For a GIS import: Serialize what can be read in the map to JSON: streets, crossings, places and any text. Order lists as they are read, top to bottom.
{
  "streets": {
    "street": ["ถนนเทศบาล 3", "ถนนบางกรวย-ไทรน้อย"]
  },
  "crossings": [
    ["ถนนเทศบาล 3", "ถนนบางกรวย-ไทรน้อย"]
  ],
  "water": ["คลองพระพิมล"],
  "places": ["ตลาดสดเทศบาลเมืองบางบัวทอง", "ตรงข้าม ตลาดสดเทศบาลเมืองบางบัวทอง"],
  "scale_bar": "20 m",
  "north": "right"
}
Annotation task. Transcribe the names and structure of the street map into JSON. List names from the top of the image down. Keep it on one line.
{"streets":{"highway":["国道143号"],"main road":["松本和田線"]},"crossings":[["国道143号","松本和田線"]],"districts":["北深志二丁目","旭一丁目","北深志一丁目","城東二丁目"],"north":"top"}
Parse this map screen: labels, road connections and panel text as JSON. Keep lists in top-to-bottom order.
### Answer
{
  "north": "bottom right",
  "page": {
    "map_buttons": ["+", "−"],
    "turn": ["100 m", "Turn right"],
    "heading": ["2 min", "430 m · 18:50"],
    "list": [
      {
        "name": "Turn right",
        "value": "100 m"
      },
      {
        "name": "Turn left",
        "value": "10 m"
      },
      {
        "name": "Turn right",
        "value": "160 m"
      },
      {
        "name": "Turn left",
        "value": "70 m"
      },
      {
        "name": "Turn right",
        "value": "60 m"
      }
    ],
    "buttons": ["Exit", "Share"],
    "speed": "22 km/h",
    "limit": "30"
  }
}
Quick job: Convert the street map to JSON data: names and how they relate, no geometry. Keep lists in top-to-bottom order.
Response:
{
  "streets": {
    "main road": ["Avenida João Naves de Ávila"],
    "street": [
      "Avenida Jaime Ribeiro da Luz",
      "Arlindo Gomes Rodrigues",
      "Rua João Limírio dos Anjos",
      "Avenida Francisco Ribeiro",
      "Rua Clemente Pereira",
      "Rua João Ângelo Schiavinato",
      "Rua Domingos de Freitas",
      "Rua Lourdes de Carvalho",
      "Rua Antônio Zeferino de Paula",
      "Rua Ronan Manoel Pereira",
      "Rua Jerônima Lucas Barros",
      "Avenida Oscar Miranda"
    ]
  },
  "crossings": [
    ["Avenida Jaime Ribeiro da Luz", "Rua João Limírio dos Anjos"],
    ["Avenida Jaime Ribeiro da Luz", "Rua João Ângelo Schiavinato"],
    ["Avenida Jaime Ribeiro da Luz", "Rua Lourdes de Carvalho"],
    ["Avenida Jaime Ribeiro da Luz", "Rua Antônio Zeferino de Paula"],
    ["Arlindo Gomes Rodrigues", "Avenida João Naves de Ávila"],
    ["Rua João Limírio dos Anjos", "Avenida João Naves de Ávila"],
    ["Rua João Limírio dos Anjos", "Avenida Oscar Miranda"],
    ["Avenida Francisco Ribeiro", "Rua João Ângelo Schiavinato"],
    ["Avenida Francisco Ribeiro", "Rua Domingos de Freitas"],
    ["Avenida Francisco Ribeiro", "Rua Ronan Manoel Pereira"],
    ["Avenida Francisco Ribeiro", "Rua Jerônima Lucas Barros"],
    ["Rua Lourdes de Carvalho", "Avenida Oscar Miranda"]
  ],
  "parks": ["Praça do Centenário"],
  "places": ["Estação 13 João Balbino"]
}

----------

→ **To do**:
Write out the material above exactly, leaving out no line.

→ **Output for this exercise**:
For a GIS import: Serialize what can be read in the map to JSON: streets, crossings, places and any text. Order lists as they are read, top to bottom.
{
  "streets": {
    "street": ["ถนนเทศบาล 3", "ถนนบางกรวย-ไทรน้อย"]
  },
  "crossings": [
    ["ถนนเทศบาล 3", "ถนนบางกรวย-ไทรน้อย"]
  ],
  "water": ["คลองพระพิมล"],
  "places": ["ตลาดสดเทศบาลเมืองบางบัวทอง", "ตรงข้าม ตลาดสดเทศบาลเมืองบางบัวทอง"],
  "scale_bar": "20 m",
  "north": "right"
}
Annotation task. Transcribe the names and structure of the street map into JSON. List names from the top of the image down. Keep it on one line.
{"streets":{"highway":["国道143号"],"main road":["松本和田線"]},"crossings":[["国道143号","松本和田線"]],"districts":["北深志二丁目","旭一丁目","北深志一丁目","城東二丁目"],"north":"top"}
Parse this map screen: labels, road connections and panel text as JSON. Keep lists in top-to-bottom order.
### Answer
{
  "north": "bottom right",
  "page": {
    "map_buttons": ["+", "−"],
    "turn": ["100 m", "Turn right"],
    "heading": ["2 min", "430 m · 18:50"],
    "list": [
      {
        "name": "Turn right",
        "value": "100 m"
      },
      {
        "name": "Turn left",
        "value": "10 m"
      },
      {
        "name": "Turn right",
        "value": "160 m"
      },
      {
        "name": "Turn left",
        "value": "70 m"
      },
      {
        "name": "Turn right",
        "value": "60 m"
      }
    ],
    "buttons": ["Exit", "Share"],
    "speed": "22 km/h",
    "limit": "30"
  }
}
Quick job: Convert the street map to JSON data: names and how they relate, no geometry. Keep lists in top-to-bottom order.
Response:
{
  "streets": {
    "main road": ["Avenida João Naves de Ávila"],
    "street": [
      "Avenida Jaime Ribeiro da Luz",
      "Arlindo Gomes Rodrigues",
      "Rua João Limírio dos Anjos",
      "Avenida Francisco Ribeiro",
      "Rua Clemente Pereira",
      "Rua João Ângelo Schiavinato",
      "Rua Domingos de Freitas",
      "Rua Lourdes de Carvalho",
      "Rua Antônio Zeferino de Paula",
      "Rua Ronan Manoel Pereira",
      "Rua Jerônima Lucas Barros",
      "Avenida Oscar Miranda"
    ]
  },
  "crossings": [
    ["Avenida Jaime Ribeiro da Luz", "Rua João Limírio dos Anjos"],
    ["Avenida Jaime Ribeiro da Luz", "Rua João Ângelo Schiavinato"],
    ["Avenida Jaime Ribeiro da Luz", "Rua Lourdes de Carvalho"],
    ["Avenida Jaime Ribeiro da Luz", "Rua Antônio Zeferino de Paula"],
    ["Arlindo Gomes Rodrigues", "Avenida João Naves de Ávila"],
    ["Rua João Limírio dos Anjos", "Avenida João Naves de Ávila"],
    ["Rua João Limírio dos Anjos", "Avenida Oscar Miranda"],
    ["Avenida Francisco Ribeiro", "Rua João Ângelo Schiavinato"],
    ["Avenida Francisco Ribeiro", "Rua Domingos de Freitas"],
    ["Avenida Francisco Ribeiro", "Rua Ronan Manoel Pereira"],
    ["Avenida Francisco Ribeiro", "Rua Jerônima Lucas Barros"],
    ["Rua Lourdes de Carvalho", "Avenida Oscar Miranda"]
  ],
  "parks": ["Praça do Centenário"],
  "places": ["Estação 13 João Balbino"]
}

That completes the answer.